The problem: Give the records again exactly, but drop the pictures.

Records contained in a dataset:
··········

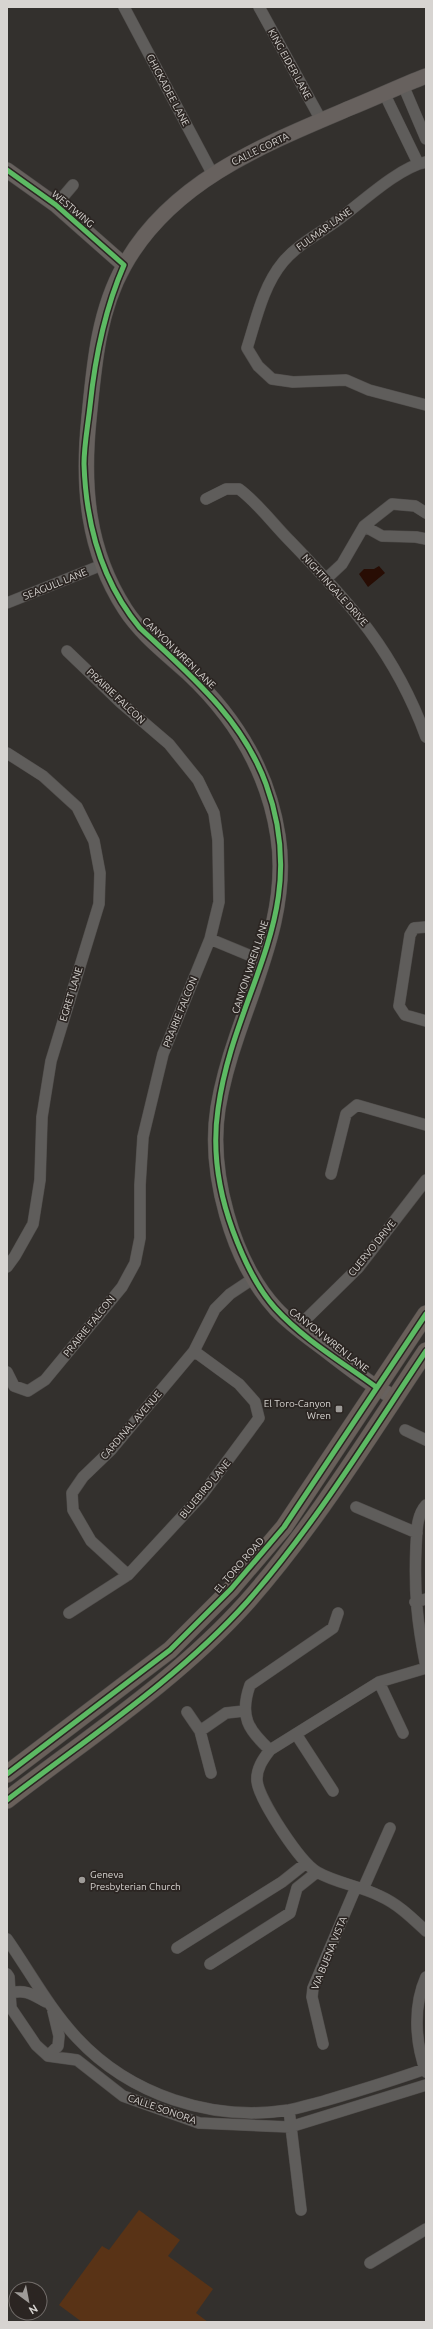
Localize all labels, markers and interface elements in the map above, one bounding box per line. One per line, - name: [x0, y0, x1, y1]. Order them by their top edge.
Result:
- street label: KING EIDER LANE: [266, 27, 314, 101]
- street label: CHICKADEE LANE: [144, 52, 192, 128]
- street label: CALLE CORTA: [230, 130, 291, 168]
- street label: WESTWING: [50, 188, 96, 230]
- street label: FULMAR LANE: [294, 205, 354, 253]
- street label: NIGHTINGALE DRIVE: [300, 552, 370, 628]
- street label: SEAGULL LANE: [21, 566, 89, 602]
- street label: CANYON WREN LANE: [140, 615, 218, 691]
- street label: PRAIRIE FALCON: [85, 666, 147, 726]
- street label: CANYON WREN LANE: [230, 918, 270, 1015]
- street label: EGRET LANE: [57, 965, 85, 1023]
- street label: PRAIRIE FALCON: [161, 975, 199, 1049]
- street label: CUERVO DRIVE: [346, 1217, 398, 1278]
- street label: PRAIRIE FALCON: [61, 1293, 117, 1359]
- street label: CANYON WREN LANE: [287, 1306, 371, 1375]
- street label: CARDINAL AVENUE: [98, 1388, 164, 1462]
- place label: El Toro-Canyon Wren: [264, 1398, 331, 1421]
- marker: El Toro-Canyon Wren: [334, 1404, 344, 1414]
- street label: BLUEBIRD LANE: [177, 1457, 233, 1520]
- street label: EL TORO ROAD: [212, 1535, 266, 1595]
- place label: Geneva Presbyterian Church: [90, 1869, 181, 1892]
- marker: Geneva Presbyterian Church: [77, 1875, 87, 1885]
- street label: VIA BUENA VISTA: [309, 1914, 349, 1991]
- street label: CALLE SONORA: [126, 2092, 198, 2126]
- north arrow: [8, 2281, 48, 2321]
- text: N: [27, 2302, 40, 2317]

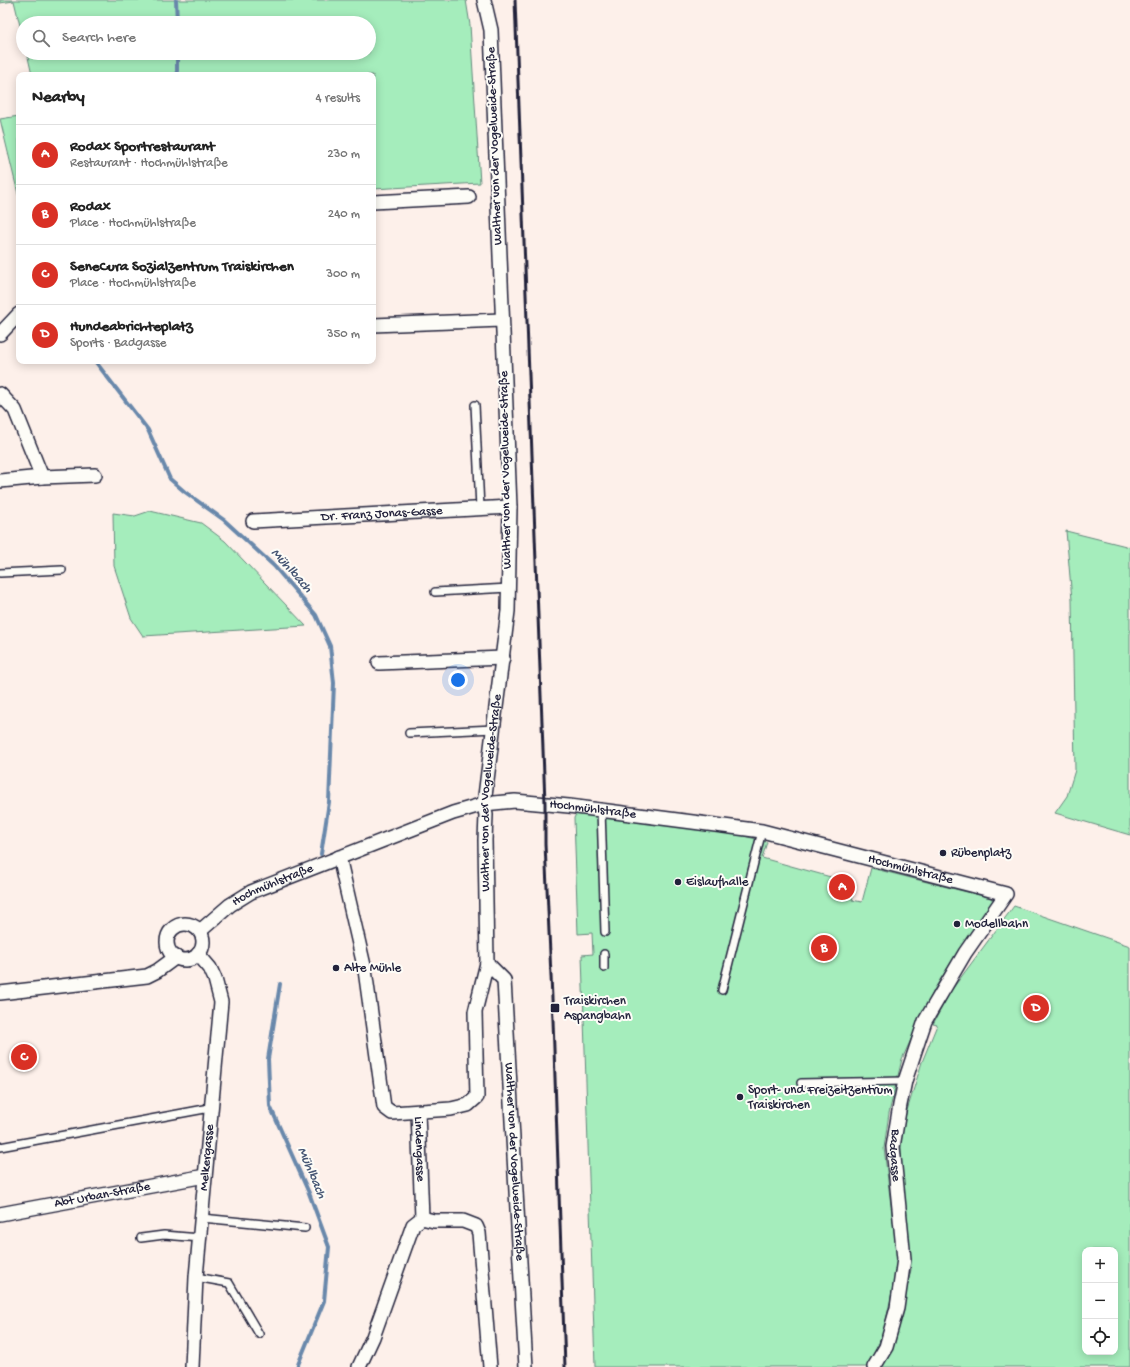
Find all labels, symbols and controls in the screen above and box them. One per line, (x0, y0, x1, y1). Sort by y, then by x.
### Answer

··········

Solution to the exercise:
Localize all labels, markers and interface elements in the map above, one bounding box per line. One per line, - name: [x0, y0, x1, y1]. Order them by their top edge.
Result:
- street label: KING EIDER LANE: [266, 27, 314, 101]
- street label: CHICKADEE LANE: [144, 52, 192, 128]
- street label: CALLE CORTA: [230, 130, 291, 168]
- street label: WESTWING: [50, 188, 96, 230]
- street label: FULMAR LANE: [294, 205, 354, 253]
- street label: NIGHTINGALE DRIVE: [300, 552, 370, 628]
- street label: SEAGULL LANE: [21, 566, 89, 602]
- street label: CANYON WREN LANE: [140, 615, 218, 691]
- street label: PRAIRIE FALCON: [85, 666, 147, 726]
- street label: CANYON WREN LANE: [230, 918, 270, 1015]
- street label: EGRET LANE: [57, 965, 85, 1023]
- street label: PRAIRIE FALCON: [161, 975, 199, 1049]
- street label: CUERVO DRIVE: [346, 1217, 398, 1278]
- street label: PRAIRIE FALCON: [61, 1293, 117, 1359]
- street label: CANYON WREN LANE: [287, 1306, 371, 1375]
- street label: CARDINAL AVENUE: [98, 1388, 164, 1462]
- place label: El Toro-Canyon Wren: [264, 1398, 331, 1421]
- marker: El Toro-Canyon Wren: [334, 1404, 344, 1414]
- street label: BLUEBIRD LANE: [177, 1457, 233, 1520]
- street label: EL TORO ROAD: [212, 1535, 266, 1595]
- place label: Geneva Presbyterian Church: [90, 1869, 181, 1892]
- marker: Geneva Presbyterian Church: [77, 1875, 87, 1885]
- street label: VIA BUENA VISTA: [309, 1914, 349, 1991]
- street label: CALLE SONORA: [126, 2092, 198, 2126]
- north arrow: [8, 2281, 48, 2321]
- text: N: [27, 2302, 40, 2317]

Find all labels, symbols and controls in the screen above and box them. One per line, (x0, y0, x1, y1). Sort by y, then by x.
### Answer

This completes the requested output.